2 : « L’escargot sur la pente », éditions Champ Libre (1972), traduit du russe par Michel Pétris, publication originale datant de 1968.

« Sans aucun doute "L’escargot sur la pente", dans sa version intégrale, est l’un des livres les plus importants de la S.F. soviétique, mais aussi de la littérature russe des années soixante. »
Leonid Heller in "Le livre d'or de la Science-fiction soviétique" (op. cit., page 193).

Les deux textes dont il sera question ici ont été publié sous le même titre de « L’escargot sur la pente ». Le premier date de 1966 et a été publié dans un recueil de nouvelles de différents auteurs. Le deuxième a été publié en 1968 dans la revue « Baïkal » et des sanctions ont été prises par la suite contre la rédaction qui avait osé l’éditer. Cela explique peut-être que le deuxième texte ait été rapidement connu en Occident alors que le premier n’a été traduit en français qu’en 1984.
J’ai déjà dit tout le bien que je pensais des frères Arcadi et Boris Strougatski en tant qu’auteurs de Science Fiction. Les deux « escargots sur la pente » sont cependant un peu différents en ce sens que l’on affaire plus à des textes métaphoriques et satiriques plutôt que de Science Fiction à proprement parler.

« Candide longea la chaîne, se penchant pour détailler les visages inclinés. Il trouva enfin la Poigne, lui toucha l’épaule, et la Poigne, aussitôt, sans poser de questions, s’écarta du sillon. Sa barbe était maculée de boue.
- Et pourquoi, nom d’un poil au nez, te permets-tu de toucher les gens? râla-t-il, en contemplant les pieds de Candide. J’en ai connu un, nom d’un poil au nez, qui touchait les gens comme ça, tu sais ce qui lui est arrivé ? On l’a pris par les mains et par les pieds et balancé sur un arbre, il y est encore, le gars, et le jour où on le décrochera, nom d’un poil au nez, il ne pourra plus toucher personne... »

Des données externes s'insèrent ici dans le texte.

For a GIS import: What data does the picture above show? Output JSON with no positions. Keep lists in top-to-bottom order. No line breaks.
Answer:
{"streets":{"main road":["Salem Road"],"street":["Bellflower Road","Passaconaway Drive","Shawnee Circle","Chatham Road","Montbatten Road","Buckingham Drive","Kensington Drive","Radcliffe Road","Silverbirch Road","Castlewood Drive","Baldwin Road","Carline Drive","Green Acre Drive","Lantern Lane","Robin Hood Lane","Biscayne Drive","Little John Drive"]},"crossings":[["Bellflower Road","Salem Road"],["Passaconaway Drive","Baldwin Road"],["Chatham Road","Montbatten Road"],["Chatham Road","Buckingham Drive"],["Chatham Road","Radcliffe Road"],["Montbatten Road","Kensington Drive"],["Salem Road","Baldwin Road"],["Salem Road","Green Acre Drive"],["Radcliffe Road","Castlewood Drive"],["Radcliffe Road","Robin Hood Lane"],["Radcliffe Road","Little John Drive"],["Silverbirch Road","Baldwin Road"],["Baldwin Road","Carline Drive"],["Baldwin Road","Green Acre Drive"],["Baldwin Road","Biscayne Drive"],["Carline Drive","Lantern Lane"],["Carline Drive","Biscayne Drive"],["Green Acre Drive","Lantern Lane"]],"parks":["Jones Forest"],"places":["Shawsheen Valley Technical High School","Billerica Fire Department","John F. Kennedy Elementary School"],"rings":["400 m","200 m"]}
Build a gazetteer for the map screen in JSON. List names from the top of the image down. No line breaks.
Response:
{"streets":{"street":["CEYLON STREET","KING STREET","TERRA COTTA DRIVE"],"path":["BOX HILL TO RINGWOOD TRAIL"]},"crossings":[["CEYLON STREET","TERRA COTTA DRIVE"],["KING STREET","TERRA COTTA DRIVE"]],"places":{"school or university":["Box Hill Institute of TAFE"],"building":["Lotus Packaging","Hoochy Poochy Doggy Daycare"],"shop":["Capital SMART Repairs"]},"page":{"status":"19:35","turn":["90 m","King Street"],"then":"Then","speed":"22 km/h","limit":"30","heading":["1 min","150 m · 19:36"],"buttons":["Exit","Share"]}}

in « La forêt », pages 205 et 206.

1 : Candide, qu’on appelle aussi le Taiseux habite un village au milieu de la forêt. Il est arrivé un beau jour d’on ne sait trop où et souffrant d’amnésie. Il a été confié à Nava une jeune femme elle aussi étrangère au village. Depuis, ils sont considérés comme mari et femme par les villageois. Les habitants portent des surnoms plutôt imagés comme le Bavard, la Queue ou le Bancal. Ils ont tendance à constamment répéter la même chose, l’un passe son temps à expliquer qu’il y a des choses qui ne se font pas et un autre ne pense qu’à se rendre aux Fourmilières. Ils semblent peu intelligents mais heureusement la nourriture pousse facilement et le chef du village, le staroste organise le travail. Un danger cependant se cache dans la forêt : les « morts-vivants », des sortes de robots vivants qui tentent d’enlever les femmes du village à chaque fois qu’ils le peuvent...
Candide a un projet : il veut partir pour la Ville mais il ne sait pas exactement où elle est située ni quand il partira. Un jour, il se décide quand même à partir, et suivi de Nava, il rencontre d’autres habitants de la forêt : les Amies. Ce sont des femmes dont les buts restent mystérieux. Elles ont leur propre langage et se reproduisent par parthénogenèse. Il y a longtemps, elles utilisaient et dirigeaient les villageois mais elles se sont aperçues qu’elles pouvaient s’en passer et depuis elles les ignorent sauf pour envoyer les « morts-vivants » enlever les femmes. Les Amies maîtrisent d’autres technologies mystérieuses comme le « nuage mauve » qui « rend vivant ce qui est mort et mort ce qui est vivant ». Elles modifient aussi facilement la forêt en faisant apparaître un marais là où il y avait auparavant un village...
Candide n’arrivera jamais à la Ville mais il rapportera de cette aventure un scalpel qui lui servira désormais à protéger les villageois des morts-vivants.
Cet excellent texte se lit avec grand plaisir. L’imagination des Strougatski est impressionnante et les villageois tels qu’ils nous les décrivent sont presque des extra-terrestres tellement leur conduite est étrange bien que finalement cohérente. Le style toujours un peu elliptique des auteurs fait ici merveille.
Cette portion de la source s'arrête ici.